Eine is most notable for his alphabet lettering on shop shutters in London's Shoreditch, Brick Lane and Broadway Market areas. He has also taken his lettering to the streets of Paris, Stockholm, Hastings and Newcastle upon Tyne. Prior to becoming involved in commercial graffiti, Eine was a highly credible writer in the underground London graffiti scene. His unusual 'throw up' was created to stand out from the usual tags and dubs seen on the streets and can still be found in some areas of East London.
Eine started to explore screen prints, eventually working as a screen printer for cult screen print company Pictures On Walls. Eine produced many of the hand pulled prints for artists represented by POW including Banksy, Jamie Hewlett, Mode2, Modern Toss and David Shrigley. His natural talent for colour combinations meant that he was able to enhance the work supplied by the artists.
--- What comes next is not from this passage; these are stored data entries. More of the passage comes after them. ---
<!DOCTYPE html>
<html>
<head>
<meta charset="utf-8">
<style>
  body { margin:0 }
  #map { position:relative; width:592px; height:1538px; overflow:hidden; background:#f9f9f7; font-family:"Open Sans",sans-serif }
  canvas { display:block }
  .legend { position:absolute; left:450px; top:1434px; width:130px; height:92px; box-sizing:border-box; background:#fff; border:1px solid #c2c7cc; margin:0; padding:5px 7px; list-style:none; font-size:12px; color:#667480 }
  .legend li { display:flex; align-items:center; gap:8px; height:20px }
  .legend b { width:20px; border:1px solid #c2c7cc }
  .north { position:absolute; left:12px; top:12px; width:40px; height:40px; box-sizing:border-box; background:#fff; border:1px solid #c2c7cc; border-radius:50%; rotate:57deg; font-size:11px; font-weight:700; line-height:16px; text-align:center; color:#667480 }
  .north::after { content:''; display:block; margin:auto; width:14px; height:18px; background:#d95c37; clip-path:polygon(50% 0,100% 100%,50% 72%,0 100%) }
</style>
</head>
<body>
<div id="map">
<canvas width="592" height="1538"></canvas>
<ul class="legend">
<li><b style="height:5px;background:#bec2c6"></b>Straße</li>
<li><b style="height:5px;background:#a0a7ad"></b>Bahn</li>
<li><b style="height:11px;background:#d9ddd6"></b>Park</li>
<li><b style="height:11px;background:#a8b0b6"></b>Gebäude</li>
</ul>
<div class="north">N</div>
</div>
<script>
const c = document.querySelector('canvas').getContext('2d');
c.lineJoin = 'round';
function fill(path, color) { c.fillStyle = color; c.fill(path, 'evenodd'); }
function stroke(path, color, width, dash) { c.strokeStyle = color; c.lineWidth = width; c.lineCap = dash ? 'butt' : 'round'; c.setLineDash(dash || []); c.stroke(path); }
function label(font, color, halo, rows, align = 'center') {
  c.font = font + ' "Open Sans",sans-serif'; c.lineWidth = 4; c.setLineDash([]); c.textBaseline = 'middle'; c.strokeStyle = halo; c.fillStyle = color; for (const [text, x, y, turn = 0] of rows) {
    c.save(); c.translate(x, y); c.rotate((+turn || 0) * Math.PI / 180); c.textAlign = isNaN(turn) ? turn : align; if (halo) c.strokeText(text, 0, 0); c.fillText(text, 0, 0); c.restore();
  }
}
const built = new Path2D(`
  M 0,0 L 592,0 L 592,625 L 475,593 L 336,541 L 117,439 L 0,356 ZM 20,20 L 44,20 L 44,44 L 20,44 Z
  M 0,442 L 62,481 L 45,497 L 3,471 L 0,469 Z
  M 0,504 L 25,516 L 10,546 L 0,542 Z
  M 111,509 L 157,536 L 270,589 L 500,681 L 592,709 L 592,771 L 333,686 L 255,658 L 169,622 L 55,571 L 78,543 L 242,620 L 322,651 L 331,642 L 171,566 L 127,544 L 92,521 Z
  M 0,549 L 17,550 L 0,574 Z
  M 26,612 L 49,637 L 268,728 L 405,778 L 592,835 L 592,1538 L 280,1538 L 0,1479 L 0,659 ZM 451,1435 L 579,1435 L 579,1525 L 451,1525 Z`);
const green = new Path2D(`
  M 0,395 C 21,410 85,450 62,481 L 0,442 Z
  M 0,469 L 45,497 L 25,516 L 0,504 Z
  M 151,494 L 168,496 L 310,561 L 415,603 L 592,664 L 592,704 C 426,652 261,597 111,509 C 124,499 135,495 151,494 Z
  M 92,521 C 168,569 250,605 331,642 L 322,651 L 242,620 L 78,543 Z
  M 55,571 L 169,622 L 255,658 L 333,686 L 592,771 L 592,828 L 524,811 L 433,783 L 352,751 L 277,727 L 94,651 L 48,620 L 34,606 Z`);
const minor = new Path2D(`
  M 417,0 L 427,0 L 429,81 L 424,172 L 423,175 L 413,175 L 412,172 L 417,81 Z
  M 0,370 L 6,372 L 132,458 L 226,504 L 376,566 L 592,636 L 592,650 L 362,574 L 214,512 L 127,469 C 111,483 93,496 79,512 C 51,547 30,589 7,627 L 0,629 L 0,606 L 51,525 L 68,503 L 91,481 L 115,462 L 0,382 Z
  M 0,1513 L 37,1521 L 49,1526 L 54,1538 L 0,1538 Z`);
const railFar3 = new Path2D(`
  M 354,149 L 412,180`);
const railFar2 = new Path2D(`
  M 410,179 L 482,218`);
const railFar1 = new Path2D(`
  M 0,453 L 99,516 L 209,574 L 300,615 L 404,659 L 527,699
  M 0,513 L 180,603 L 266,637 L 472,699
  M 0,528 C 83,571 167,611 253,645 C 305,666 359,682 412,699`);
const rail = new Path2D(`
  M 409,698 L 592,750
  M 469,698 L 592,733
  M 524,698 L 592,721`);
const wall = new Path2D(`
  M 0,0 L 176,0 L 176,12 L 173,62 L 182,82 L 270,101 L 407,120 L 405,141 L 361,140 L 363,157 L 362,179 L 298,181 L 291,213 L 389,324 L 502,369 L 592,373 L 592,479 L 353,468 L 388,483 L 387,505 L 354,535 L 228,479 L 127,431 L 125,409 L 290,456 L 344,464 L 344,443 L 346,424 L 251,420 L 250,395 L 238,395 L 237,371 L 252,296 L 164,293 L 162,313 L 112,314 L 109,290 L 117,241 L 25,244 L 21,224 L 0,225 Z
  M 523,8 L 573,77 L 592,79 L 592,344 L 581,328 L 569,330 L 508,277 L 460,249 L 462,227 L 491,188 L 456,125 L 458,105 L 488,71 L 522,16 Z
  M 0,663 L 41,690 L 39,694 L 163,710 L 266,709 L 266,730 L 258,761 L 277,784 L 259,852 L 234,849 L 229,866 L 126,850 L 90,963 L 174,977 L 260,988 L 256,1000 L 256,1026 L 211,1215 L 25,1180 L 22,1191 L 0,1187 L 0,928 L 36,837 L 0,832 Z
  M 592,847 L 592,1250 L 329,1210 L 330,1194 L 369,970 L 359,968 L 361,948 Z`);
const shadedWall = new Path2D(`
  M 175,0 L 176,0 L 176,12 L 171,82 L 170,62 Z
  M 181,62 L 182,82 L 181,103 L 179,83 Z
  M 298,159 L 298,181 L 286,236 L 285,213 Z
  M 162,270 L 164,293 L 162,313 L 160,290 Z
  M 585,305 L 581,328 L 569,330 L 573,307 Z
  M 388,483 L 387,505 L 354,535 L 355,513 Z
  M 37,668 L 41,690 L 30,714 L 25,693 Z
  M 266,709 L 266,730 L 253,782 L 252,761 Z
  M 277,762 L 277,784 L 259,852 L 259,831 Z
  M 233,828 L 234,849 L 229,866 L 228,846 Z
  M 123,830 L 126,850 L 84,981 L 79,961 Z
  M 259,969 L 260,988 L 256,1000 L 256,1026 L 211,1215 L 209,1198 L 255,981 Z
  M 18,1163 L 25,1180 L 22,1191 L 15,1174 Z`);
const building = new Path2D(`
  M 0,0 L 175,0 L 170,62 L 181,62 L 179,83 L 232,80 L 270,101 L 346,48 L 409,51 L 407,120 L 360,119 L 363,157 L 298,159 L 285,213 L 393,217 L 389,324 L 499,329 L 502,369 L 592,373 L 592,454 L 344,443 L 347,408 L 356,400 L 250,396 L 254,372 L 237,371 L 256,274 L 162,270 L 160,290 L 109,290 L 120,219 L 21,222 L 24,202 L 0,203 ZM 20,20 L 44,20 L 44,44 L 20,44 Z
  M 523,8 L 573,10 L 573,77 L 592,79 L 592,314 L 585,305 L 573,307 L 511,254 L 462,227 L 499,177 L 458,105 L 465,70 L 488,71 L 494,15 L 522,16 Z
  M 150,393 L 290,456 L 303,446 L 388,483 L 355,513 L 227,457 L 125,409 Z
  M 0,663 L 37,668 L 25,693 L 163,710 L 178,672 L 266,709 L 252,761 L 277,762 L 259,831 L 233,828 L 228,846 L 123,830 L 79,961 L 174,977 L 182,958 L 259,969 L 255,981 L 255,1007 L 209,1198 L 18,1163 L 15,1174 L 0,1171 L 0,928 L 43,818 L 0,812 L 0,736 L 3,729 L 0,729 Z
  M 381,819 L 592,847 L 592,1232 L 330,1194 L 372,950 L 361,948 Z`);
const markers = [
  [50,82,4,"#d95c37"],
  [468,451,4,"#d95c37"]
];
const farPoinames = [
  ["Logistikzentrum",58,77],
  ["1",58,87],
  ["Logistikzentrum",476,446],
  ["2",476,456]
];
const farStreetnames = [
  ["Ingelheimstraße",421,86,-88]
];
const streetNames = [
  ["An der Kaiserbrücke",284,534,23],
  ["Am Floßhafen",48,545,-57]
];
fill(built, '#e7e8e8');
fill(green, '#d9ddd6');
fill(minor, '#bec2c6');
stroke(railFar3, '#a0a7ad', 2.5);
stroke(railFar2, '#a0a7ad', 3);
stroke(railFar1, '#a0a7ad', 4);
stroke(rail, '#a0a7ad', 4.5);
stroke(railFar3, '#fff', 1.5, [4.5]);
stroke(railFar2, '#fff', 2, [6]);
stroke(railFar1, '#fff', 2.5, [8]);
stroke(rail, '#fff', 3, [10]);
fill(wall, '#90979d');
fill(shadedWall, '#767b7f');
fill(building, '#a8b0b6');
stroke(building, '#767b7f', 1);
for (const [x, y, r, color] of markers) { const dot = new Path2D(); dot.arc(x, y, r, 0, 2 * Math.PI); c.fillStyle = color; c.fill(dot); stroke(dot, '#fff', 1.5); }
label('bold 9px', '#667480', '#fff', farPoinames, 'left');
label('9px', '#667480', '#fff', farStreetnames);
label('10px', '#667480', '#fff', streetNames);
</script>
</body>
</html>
He left this position to pursue his own solo career in 2008.
Carrie Reichardt is a craftivist whose work blurs the boundaries between craft and activism, using the techniques of ceramic and mosaic to create intricate, politicized works of art. Carrie trained at Kingston University and achieved a First class degree in Fine Art from Leeds Metropolitan. In 2015 she spent 2 months as the International Visiting Artist at The Clay Studio, Philadelphia, USA.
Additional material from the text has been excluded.